# Coils for Kylin 2 to accommodate 40W - 50W for best flavour



## SeekerZA (19/1/20)

Hi

I recently moved from Vincee X and Fetch to Vaporesso Gen and Kylin 2. However, i'm struggling to find dual coil setup for best flavour around the 40 - 50Watt range.

Coming from the POD devices, i only had to play around with 30 - 35Watt to find the sweet spot on the flavours. 

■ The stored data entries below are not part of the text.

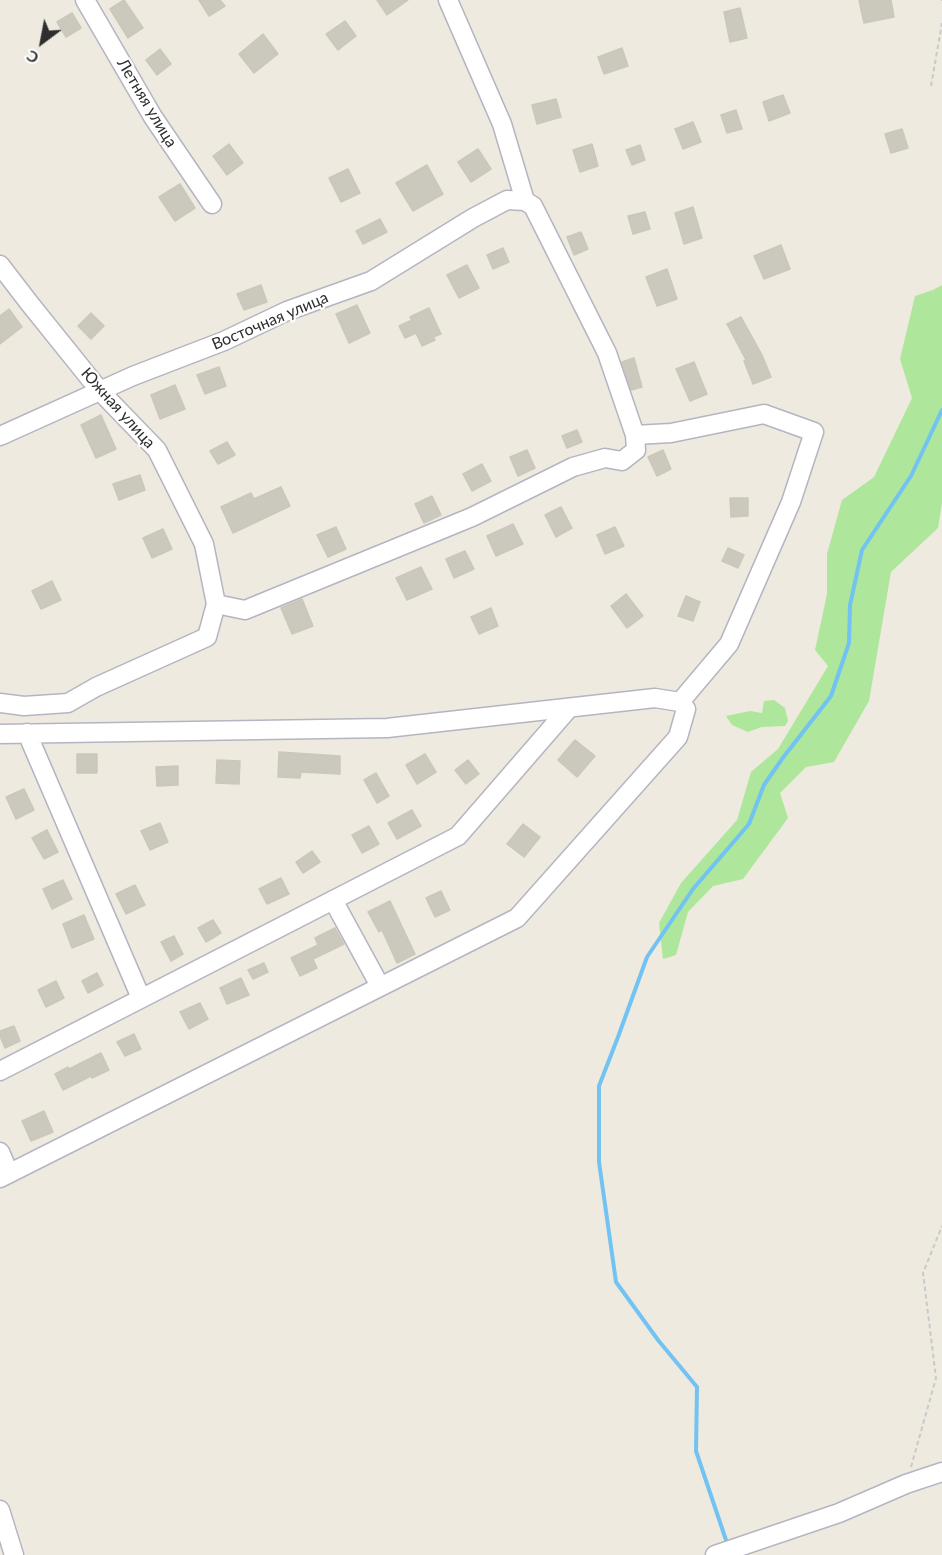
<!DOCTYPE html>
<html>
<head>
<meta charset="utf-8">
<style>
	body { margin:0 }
	#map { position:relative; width:942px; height:1555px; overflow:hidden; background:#efeae0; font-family:Lato,sans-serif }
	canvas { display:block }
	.north { position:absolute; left:12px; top:12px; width:60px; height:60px; -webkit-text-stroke:4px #fff; paint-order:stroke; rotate:212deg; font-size:16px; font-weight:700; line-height:24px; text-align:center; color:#2e2e2e }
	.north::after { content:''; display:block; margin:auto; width:21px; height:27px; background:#2e2e2e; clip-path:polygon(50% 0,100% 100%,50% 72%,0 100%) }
</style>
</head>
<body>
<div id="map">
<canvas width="942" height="1555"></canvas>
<div class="north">С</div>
</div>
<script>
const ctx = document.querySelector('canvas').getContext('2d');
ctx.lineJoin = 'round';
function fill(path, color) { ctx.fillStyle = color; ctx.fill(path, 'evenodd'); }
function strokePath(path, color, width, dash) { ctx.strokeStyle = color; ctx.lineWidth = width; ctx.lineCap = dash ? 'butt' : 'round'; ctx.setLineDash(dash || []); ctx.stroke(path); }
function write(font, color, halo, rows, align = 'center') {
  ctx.font = font + ' Lato,sans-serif'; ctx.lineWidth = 4.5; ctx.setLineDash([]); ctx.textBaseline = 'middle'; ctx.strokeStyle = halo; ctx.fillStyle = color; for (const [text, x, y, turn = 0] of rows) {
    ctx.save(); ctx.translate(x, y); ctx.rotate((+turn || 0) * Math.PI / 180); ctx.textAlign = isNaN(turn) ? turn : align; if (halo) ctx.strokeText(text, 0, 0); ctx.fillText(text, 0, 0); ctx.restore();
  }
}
const green = new Path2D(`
	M942,285V503L938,528L891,572L869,701L834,762L806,767L780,793L788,818L743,879L713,886L688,912L676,955L663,959L659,923L681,883L737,820L751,772L778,749L828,666L815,650L827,594V554L842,500L874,477L912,398L900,359L915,296L933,290Z
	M774,700L785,708L788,721L785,726L762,727L748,732L732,725L726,716L750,711L762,713L764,701Z`);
const stream = new Path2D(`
	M728,1546L696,1451L697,1387L658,1340L616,1282L599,1162V1086L618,1037L647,957L693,889L749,824L764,785L782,759L831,696L849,643L850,605L862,550L911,476L942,410`);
const building = new Path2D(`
	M124,0L143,28L128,38L110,9Z
	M199,0H220L225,6L209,16Z
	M377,0H408L387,15Z
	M859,0H891L894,17L864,23Z
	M740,8L747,38L730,42L724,12Z
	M72,13L81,28L66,37L57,22Z
	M345,21L356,36L338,50L326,34Z
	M263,34L278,54L254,73L239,54Z
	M622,48L628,66L604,74L598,57Z
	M160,49L171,64L157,75L146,60Z
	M783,95L790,113L769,121L763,102Z
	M556,99L561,117L537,124L532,105Z
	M736,110L742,129L727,133L721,115Z
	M693,122L701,142L683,149L675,129Z
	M902,129L908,148L891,153L885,134Z
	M229,144L243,163L227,175L213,156Z
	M592,144L598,166L580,172L573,150Z
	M640,145L645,160L632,165L626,150Z
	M478,149L491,169L471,182L458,162Z
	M427,165L443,194L413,211L396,183Z
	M348,169L360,193L341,202L329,178Z
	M180,184L195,208L175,221L159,197Z
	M693,207L702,238L684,244L675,213Z
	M645,212L650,229L633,234L628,216Z
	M380,219L387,232L363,244L356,231Z
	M581,232L588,249L574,255L567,237Z
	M781,245L790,269L764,279L754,256Z
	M503,248L509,262L493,269L487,255Z
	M467,265L479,288L459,298L447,275Z
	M667,269L677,299L657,306L646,277Z
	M261,285L267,302L244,310L237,294Z
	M357,305L370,333L349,343L336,314Z
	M429,308L441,334L433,337L435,340L422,346L416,333L405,338L399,326L412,320L410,317Z
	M9,309L22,327L0,344V316Z
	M91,313L104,326L91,339L78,326Z
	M741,317L762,355L771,377L753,384L744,361L746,360L727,324Z
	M634,358L642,387L631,390L622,362Z
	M694,362L707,394L690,401L676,369Z
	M219,367L226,386L205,394L197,375Z
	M175,385L185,409L160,419L151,395Z
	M101,415L116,449L96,458L81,425Z
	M577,430L582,442L567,448L562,436Z
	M227,442L235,455L218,464L210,451Z
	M527,450L535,468L518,476L510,457Z
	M663,450L671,469L657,476L648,457Z
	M482,464L491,481L472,491L463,474Z
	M140,475L145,490L119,500L113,484Z
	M281,487L290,506L233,533L221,507L251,493L254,499Z
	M432,496L441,515L424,523L415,504Z
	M730,498H748V516L731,517Z
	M561,507L572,528L556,537L545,515Z
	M513,524L523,544L496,556L487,536Z
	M336,527L346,549L328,557L317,535Z
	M615,527L624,546L605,554L597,535Z
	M163,529L172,549L152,558L143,538Z
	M728,548L744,555L738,568L722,561Z
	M465,551L474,569L454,578L446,559Z
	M421,567L432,589L407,600L396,578Z
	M52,581L61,600L41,609L32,591Z
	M626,594L643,616L627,628L611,606Z
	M686,596L700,602L693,621L678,616Z
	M302,599L313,626L292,634L281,608Z
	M491,608L498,626L479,634L471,617Z
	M575,740L595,756L577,777L558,760Z
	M279,752L340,756V774L301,772L300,778L278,777Z
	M77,754H97V773H77Z
	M425,754L436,772L417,784L406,765Z
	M217,760L240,761L239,784L216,783Z
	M468,760L479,774L466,784L455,770Z
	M178,766V785L157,786L156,767Z
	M376,773L389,796L377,803L364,780Z
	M24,789L34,810L16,819L6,797Z
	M412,810L421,826L397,839L388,823Z
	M160,823L168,842L150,850L141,831Z
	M523,824L540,837L524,857L507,844Z
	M369,826L379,844L362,853L352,835Z
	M47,830L58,852L44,859L32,838Z
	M312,851L320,862L303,873L296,862Z
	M281,878L289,894L267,904L259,889Z
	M63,880L72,899L52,909L43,889Z
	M135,885L145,905L126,914L116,894Z
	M441,891L450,910L435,917L426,898Z
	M390,901L415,954L397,963L382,930L379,932L368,912Z
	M84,915L94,939L72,948L63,924Z
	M213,920L221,933L206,942L198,928Z
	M335,928L344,944L313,959L317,968L300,976L291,958L318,945L315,938Z
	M174,936L183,954L171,961L161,942Z
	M264,963L268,972L253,979L248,970Z
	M97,973L103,985L88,993L82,981Z
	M241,978L249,995L227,1004L220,988Z
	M56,981L64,998L46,1007L38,990Z
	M200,1003L208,1019L189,1029L180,1012Z
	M14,1026L20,1041L5,1048L0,1036V1031Z
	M134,1034L141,1049L125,1056L117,1042Z
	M101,1053L109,1070L92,1078L91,1076L63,1090L55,1074L68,1067L69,1069Z
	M44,1111L53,1132L31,1141L22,1121Z`);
const path = new Path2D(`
	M942,0V1
	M931,86L942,23
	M911,1467L936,1378L923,1273L942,1226`);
const minor = new Path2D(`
	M85,0L153,117L212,204
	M448,0L502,124L525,201
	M0,265L30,304L100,391L157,450L204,544L216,604L207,637L96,687L68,703L24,706L0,703
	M635,435L671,433L764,414L814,432L791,502L729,644L680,702
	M0,436L133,376L224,341L287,311L371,281L473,218L507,200L525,201L533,206L607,353L635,435L636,450L622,461L605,458L573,467L472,517L245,610L216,604
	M27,733L141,998
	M0,734L387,728L655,698L680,702L686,709L678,737L517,918L0,1178
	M333,900L380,986
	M0,1071L458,836L569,708
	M0,1152L9,1173
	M0,1510L14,1555
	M715,1555L839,1513L906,1484L942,1472`);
const streetNames = [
	["Летняя улица",147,103,59],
	["Восточная улица",270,321,-23],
	["Южная улица",118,408,48]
];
fill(green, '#aee69c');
strokePath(stream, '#72c3f2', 4);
fill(building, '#cbc8be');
strokePath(building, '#cbc7b9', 1.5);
strokePath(minor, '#b4b5c1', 21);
strokePath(path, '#c9c9c9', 2, [4.5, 3]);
strokePath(minor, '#fff', 18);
write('16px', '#2e2e2e', '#fff', streetNames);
</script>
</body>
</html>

Current dual coil setup gives 0.25Ohm. And vaping it at 55W is still a hot learning curve for me  I switched from the POD system to a mod hoping for better flavour. Should i try single coil to give around the 0.4ohm mark or is there a dual coil setup to give similar resistance, allowing me to vape at lower Watts?


----------



## Braam Karsten (20/1/20)

Hi, you can try the coil company nano fused Clapton or nano alien 6 wrap. the nano fuse ohm out at 0.86-0.90 ohm single and 0.42-0.46 duel, but my personal favorite is the nano aliens witch ohm out on 0.44-0.46 single and 0.21-0.23 dual. the aliens has much better flavor

Reactions: Like 1


----------



## SeekerZA (20/1/20)

Thank you. Ordered the Nano Fused Clapton's. Will try the nano Aliens next

Reactions: Like 1


----------